In the event that any of us (god forbid) fails in the pursuit of a dream which consists mostly of money and very little of actually writing anything memorable, you may find yourself at a crossroads wherein you decide that kidnapping someone and holding them for ransom may provide a more sound financial future (if not for yourself then for your loved ones). This shouldn't be taken lightly because a properly constructed ransom note is as hard as a query letter. You will need the following elements:
- Don’t be lazy and use the internet. Look, I know you can go on the web and use different programs that turn your text into a ransom note. That’s kid stuff. If you’re doing the crime, do the extra work and make the note yourself. Handmade. Just think of it as a more grown-up arts and crafts project.
- Spell check, spell check, spell check Do you want to come across as a criminal mastermind, or some barely literate immigrant? The choice is yours.

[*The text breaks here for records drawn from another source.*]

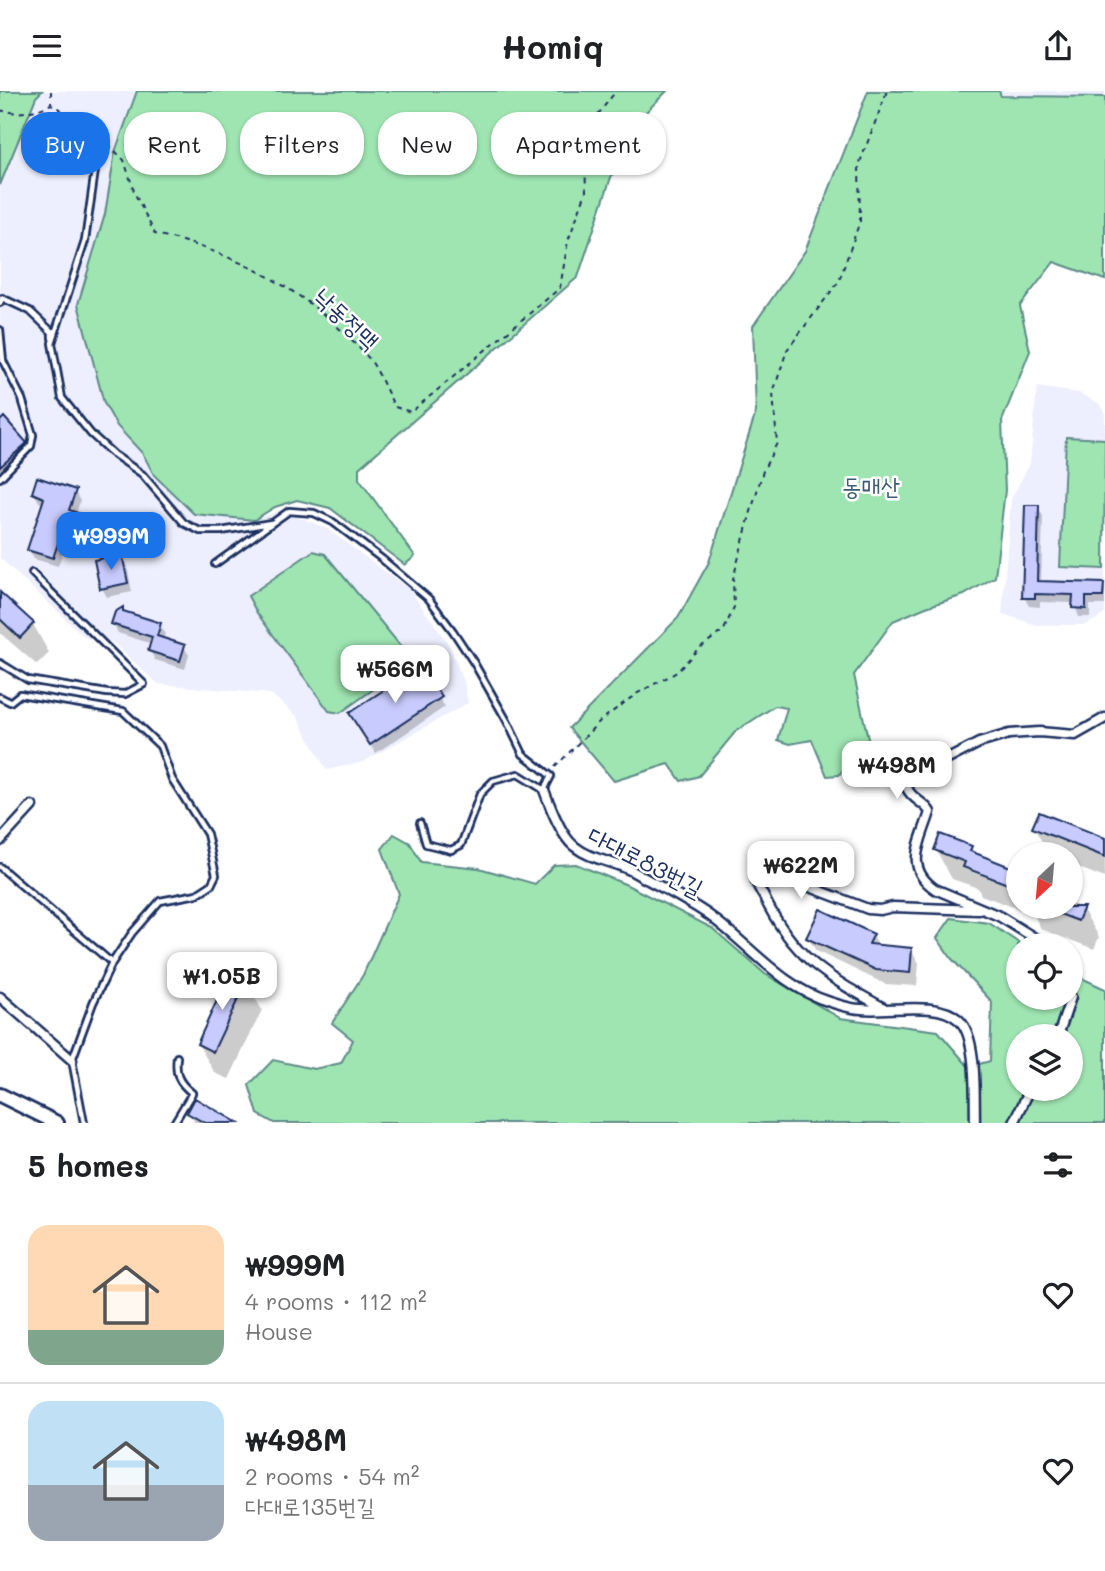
<!DOCTYPE html>
<html lang="en">
<head>
<meta charset="utf-8">
<style>
	body { margin:0; font-family:Mali,"Poor Story",sans-serif; background:#f2f2f2; color:#202124; height:100vh; display:flex; flex-direction:column; font-size:26px; white-space:nowrap }
	* { box-sizing:border-box; margin:0 }
	p { font-size:23px; color:#757577 }
	.icon { flex:none; width:38px; height:38px; fill:none; stroke:currentColor; stroke-width:2; stroke-linecap:round; stroke-linejoin:round }
	.map { position:relative; height:1032px; overflow:hidden }
	.sheet { display:flex; flex-direction:column; background:#fff; flex:1 }
	.sheet>* { flex:none }
	.hud { position:absolute; left:21px; top:21px; width:700px; height:63px; display:flex; gap:14px }
	.needle { width:46px; rotate:206deg }
	.fabs { position:absolute; left:1006px; top:751px; display:grid; gap:14px }
	.fabs a { display:grid; place-items:center; width:77px; height:77px; border-radius:50%; background:#fff; box-shadow:0 2px 5px #0004; font-size:35px }
	.price { position:absolute; translate:-50% -60px; padding:0 16px; border-radius:14px; background:#fff; color:#222; font-size:23px; line-height:46px; filter:drop-shadow(0 2px 4px #0008) }
	.price::after { content:''; position:absolute; left:50%; top:42px; width:21px; height:16px; margin-left:-10px; background:inherit; clip-path:polygon(0 0,100% 0,50% 100%) }
	.price.selected { background:#1a73e8; color:#fff }
	ul { padding:0; list-style:none }
	li { display:flex; align-items:center; gap:21px; height:175px; padding:0 28px }
	li+li { border-top:2px solid #e0e0e0 }
	li span { display:grid; place-items:center; flex:none; width:196px; height:140px; border-radius:21px; color:#555 }
	li>.icon { margin-inline-start:auto }
	span .icon { width:84px; height:84px; fill:#fffc; stroke-width:1 }
	li b { font-size:30px }
	h2 { display:flex; justify-content:space-between; align-items:center; height:84px; padding:0 28px; font-size:30px }
	.tag { padding:0 24px; border-radius:28px; background:#fff; box-shadow:0 2px 5px #0004; font-size:24px; line-height:63px }
	.tag.selected { background:#1a73e8; color:#fff }
	header { display:flex; justify-content:space-between; align-items:center; height:91px; padding:0 28px; background:#fff; font-size:32px; font-weight:700 }
	.map>svg:first-child { display:block }
</style>
</head>
<body>
<header><svg class="icon" aria-label="menu" viewBox="0 0 24 24"><path d="M4 6h16M4 12h16M4 18h16"/></svg>Homiq<svg class="icon" aria-label="share" viewBox="0 0 24 24"><path d="M12 15V3M7 8l5-5 5 5M5 13v7h14v-7"/></svg></header>
<div class="map">
<svg width="1105" height="1032" viewBox="0 0 1105 1032">
	<rect width="100%" height="100%" fill="#fff"/>
	<filter id="ink" filterUnits="userSpaceOnUse"><feTurbulence type="fractalNoise" baseFrequency=".0143" numOctaves="2"/><feDisplacementMap in="SourceGraphic" scale="14" xChannelSelector="R" yChannelSelector="G"/><feConvolveMatrix kernelMatrix="1 2 1 2 8 2 1 2 1" color-interpolation-filters="sRGB"/></filter>
	<g filter="url(#ink)">
		<!-- built -->
		<path fill="#eeeffe" d="M42 0H137L115 61 105 123 78 212 104 312 117 335 143 363 154 384 254 429 281 419 326 437 409 498 448 552 464 590 468 612 363 671 326 679 297 625 271 603 158 593 112 551 86 547 0 467V94L36 5Z
			M999 0H1105V6L1000 5Z
			M1037 296 1079 302 1100 313 1105 321V523L1086 534H1037L1002 523 1011 408 1030 372Z"/>
		<!-- green -->
		<path fill="#9fe5b2" stroke="#5d8a88" stroke-width="2" fill-rule="evenodd" d="M0 0H42L36 6 0 94Z
			M137 0H667L626 41 578 186 359 377V388L415 465 405 474 330 417 297 409 275 416 254 429 194 423 154 384 143 363 117 335 104 312 78 213 105 123 115 61Z
			M868 0H999L1001 5 1105 6V189L1054 171 1020 215 1030 260 1002 330 1005 399 995 486 964 504 926 516 893 530 854 584 870 657 849 671 839 684 827 685 812 649 790 653 778 649 787 617 775 615 736 640 699 685 681 690 669 673 614 690 569 637 678 527 709 471 756 321 753 235 805 160Z
			M1066 346 1105 348 1104 478 1060 476Z
			M313 460 325 463 408 564 406 575 340 622 329 620 257 522 248 505Z
			M394 743 410 752 421 771 479 777 535 793 554 774 576 773 627 794 712 837 765 883 840 927 938 940 969 976 990 970 992 911 952 868 937 847 951 827 989 832 1022 854H1018V906H1071V882L1105 898V1032H274L258 1023 249 994 273 969 314 978 341 972 353 949 332 932 363 884 399 803 382 758ZM1018 945H1071V998H1018Z"/>
		<!-- shadow -->
		<path fill="#0003" fill-rule="evenodd" d="M0 332 25 354 30 363 0 389Z
			M75 401 80 410 76 423 109 434 114 443 111 454 70 440 58 475 34 468 29 459 44 413 39 411 34 402Z
			M1038 416 1043 425 1041 492 1103 494 1105 498V514H1090V526H1079L1074 512 1040 511V516L1029 515 1024 506Z
			M122 465 127 474 132 501 107 506 102 497Z
			M0 503 33 533 49 562 37 574 0 542Z
			M113 533 160 534 165 542 163 549 184 556 189 564 185 578 155 569 150 560 152 553 118 542Z
			M420 577 445 616 376 662 356 632Z
			M1034 737 1105 749V787L1071 774V763H1049Z
			M971 756 976 764 1018 781V816H1034L1043 819V816H1071V813L1082 817 1099 846 1094 858 1041 838 1034 824 981 804 978 797 952 788 936 759ZM967 775 993 785 991 788 967 779Z
			M873 845 879 856 911 858 919 872 917 895 885 893 816 860 808 847Z
			M245 890 262 919 229 988 215 982 198 953Z
			M189 1022 234 1032H195Z"/>
		<!-- building -->
		<path fill="#c8cbfd" stroke="#1b2f5e" stroke-width="2" d="M4 326 27 352 0 376V330Z
			M37 386 76 399 69 419 110 433 106 446 65 432 53 467 27 459 44 407 32 402Z
			M1025 414H1039L1037 490 1104 492 1103 506H1086V518L1072 517 1073 504 1035 503V507H1022Z
			M122 463 128 492 100 498 94 469Z
			M0 501 34 532 20 547 0 528Z
			M123 516V520L161 532 157 545 185 554 180 570 148 560 152 546 111 533 115 521Z
			M420 575 442 606 370 654 349 622Z
			M1039 721 1105 747V766L1032 737Z
			M940 743 972 755 970 760 1018 779V797L963 776 965 771 934 759Z
			M1041 816H1084L1078 830Z
			M820 818 874 843 869 853 912 857 910 882 876 879 806 847Z
			M230 881 247 889 213 961 197 953Z
			M195 1007 238 1032H205L187 1022Z"/>
		<g fill="none" stroke-linecap="round" stroke-linejoin="round">
			<defs>
				<path id="lane" d="M99 51 85 150 52 252 62 307 91 343 113 363 142 383 184 432 200 440H221L271 432
					M0 212 2 207 30 220 52 241V247
					M0 239 3 270 22 308 33 344 31 355 0 387
					M215 473 289 420 314 422 333 431 382 468 429 508 453 540 474 572 507 630 523 663 551 685 544 699 518 683 493 690 480 703 461 754 451 759 426 753 420 732
					M0 572 28 589 107 602 125 603 144 593 32 482
					M0 606 10 611 20 603 123 620 160 655 172 688 207 743 216 784 211 794 197 803 160 810 132 842 112 872 93 912 72 969 84 1032
					M0 776 112 872
					M174 1032 192 1002C178 991 175 983 177 966"/>
				<path id="street" d="M544 699C550 715 561 745 574 755 591 769 613 770 632 780 658 795 686 808 710 825 749 853 782 897 830 911 840 914 851 918 861 918 889 921 938 909 959 929 978 946 974 1007 975 1032
					M0 750 32 715
					M1046 854 999 825 935 798C903 776 921 751 930 721 925 711 912 709 907 697L910 690 921 682 979 652 1009 643 1039 641 1075 644 1105 627
					M0 906 72 969
					M884 917C826 885 793 867 763 804 758 795 752 788 759 780L765 779 868 818 880 819 893 816 979 819
					M1058 945 1071 906
					M1014 1032 1030 998"/>
				<path id="secondary" d="M0 1004 57 1032"/>
			</defs>
			<!-- lane casing -->
			<use href="#lane" stroke="#1b2f5e" stroke-width="10"/>
			<!-- street casing -->
			<use href="#street" stroke="#1b2f5e" stroke-width="13"/>
			<!-- secondary casing -->
			<use href="#secondary" stroke="#1b2f5e" stroke-width="18"/>
			<!-- path -->
			<path stroke="#1b2f5e" stroke-width="2" stroke-dasharray="5 5" stroke-linecap="butt" d="M51 0V12
				M0 19C17 24 36 21 51 13L86 33 99 45
				M108 53 124 69 135 103 155 143C229 160 298 194 351 249 358 256 367 264 373 273 381 286 387 302 395 316L411 321 560 197 568 150 586 101 585 66 596 26 616 0
				M555 676 600 630 636 603 677 581 698 558 724 539 734 516 733 488 750 424 763 380 777 352 773 302 787 259 839 190 860 130 859 74 887 0"/>
			<!-- lane -->
			<use href="#lane" stroke="#fff" stroke-width="4.5"/>
			<!-- street -->
			<use href="#street" stroke="#fff" stroke-width="8"/>
			<!-- secondary -->
			<use href="#secondary" stroke="#fff" stroke-width="12"/>
		</g>
	</g>
	<g text-anchor="middle" dominant-baseline="central" stroke-width="5" stroke-linejoin="round" paint-order="stroke">
		<!-- street labels -->
		<g font-size="24" fill="#1b2f5e" stroke="#fff">
			<text transform="translate(347 227) rotate(43)">낙동정맥</text>
			<text transform="translate(646 770) rotate(27)">다대로83번길</text>
		</g>
		<!-- park labels -->
		<g font-size="24" fill="#3c5c73" stroke="#fff">
			<text x="871" y="394">동매산</text>
		</g>
	</g>
</svg>
<div class="fabs">
<a><svg class="needle" viewBox="-14 -14 28 28"><path d="M0-13l5 13h-10z" fill="#e53935"/><path d="M0 13l5-13h-10z" fill="#757577"/></svg></a>
<a><svg class="icon" aria-label="locate" viewBox="0 0 24 24"><circle cx="12" cy="12" r="6"/><path d="M12 2v4M12 18v4M2 12h4M18 12h4"/></svg></a>
<a><svg class="icon" aria-label="layers" viewBox="0 0 24 24"><path d="M12 4l9 5-9 5-9-5zM3 14l9 5 9-5"/></svg></a>
</div>
<b class="price selected" style="left:111px;top:481px">₩999M</b>
<b class="price" style="left:395px;top:614px">₩566M</b>
<b class="price" style="left:897px;top:710px">₩498M</b>
<b class="price" style="left:801px;top:810px">₩622M</b>
<b class="price" style="left:222px;top:921px">₩1.05B</b>
<div class="hud">
<a class="tag selected">Buy</a>
<a class="tag">Rent</a>
<a class="tag">Filters</a>
<a class="tag">New</a>
<a class="tag">Apartment</a>
</div>
</div>
<section class="sheet">
<h2>5 homes<svg class="icon" aria-label="filters" viewBox="0 0 24 24"><path d="M4 7h16M4 17h16"/><circle cx="9" cy="7" r="2"/><circle cx="15" cy="17" r="2"/></svg></h2>
<ul>
<li><span style="background:linear-gradient(#ffd9b3 75%,#7fa58c 0)"><svg class="icon" aria-label="home" viewBox="0 0 24 24"><path d="M3 11l9-7 9 7M6 9v11h12V9"/></svg></span><div><b>₩999M</b><p>4 rooms · 112 m²</p><p>House</p></div><svg class="icon" aria-label="heart" viewBox="0 0 24 24"><path d="M12 20l-8-8c-3-5 5-10 8-4 3-6 11-1 8 4z"/></svg></li>
<li><span style="background:linear-gradient(#bfe0f5 60%,#9aa5b1 0)"><svg class="icon" aria-label="home" viewBox="0 0 24 24"><path d="M3 11l9-7 9 7M6 9v11h12V9"/></svg></span><div><b>₩498M</b><p>2 rooms · 54 m²</p><p>다대로135번길</p></div><svg class="icon" aria-label="heart" viewBox="0 0 24 24"><path d="M12 20l-8-8c-3-5 5-10 8-4 3-6 11-1 8 4z"/></svg></li>
</ul>
</section>
</body>
</html>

You don’t want the five-oh laughing at your poor punctuation and the fact that you threatening people by threatening to "kil" them.
- No codes, ciphers, rebuses, etc. You want your ransom note to have a clear and effective message; mainly, that you have a member of someone’s family hostage and want money immediately or else. If you’re trying to be cute and send someone a note covered in bizarre glyphs which take months to decode, you’re never gonna collect on your investment, and then you’ve got some problems on your hands.
- Tailor your ransom note to the victim. If it’s a foreign diplomat, use pieces of their nation’s flag as the letters. Or, let’s hypothetically say that you happen to have in your possession one of a certain celebrity couple’s adopted babies. You could use the People Magazine covers they adorned to make the words as well.
- Wear gloves Don’t be an idiot and put your fingerprints all over your work. If you get busted because your thumb print got matched on the letters you cut out, you deserve what you get in prison. Be careful; burn whatever you use to make the note, and pick a pretty common variety of paper upon which to glue your letters. Contrary to what popular television shows would like you to believe, it takes some pretty obvious mistakes in order to get caught.
- No body parts on the first note It comes off as too desperate, or worse – like you’re bluffing. Nobody wants to deal with some crazy blood-hungry beast that’s into mailing people toes. Plus, it’s almost impossible to ship body parts through the mail. This means hand delivering the letter, which means a greater chance of being caught. It’s too stupid a risk. You’re better off with using second ransom letters as a chance to show off your photography skills by attaching Polaroid pictures of your kidnapee in various states of duress.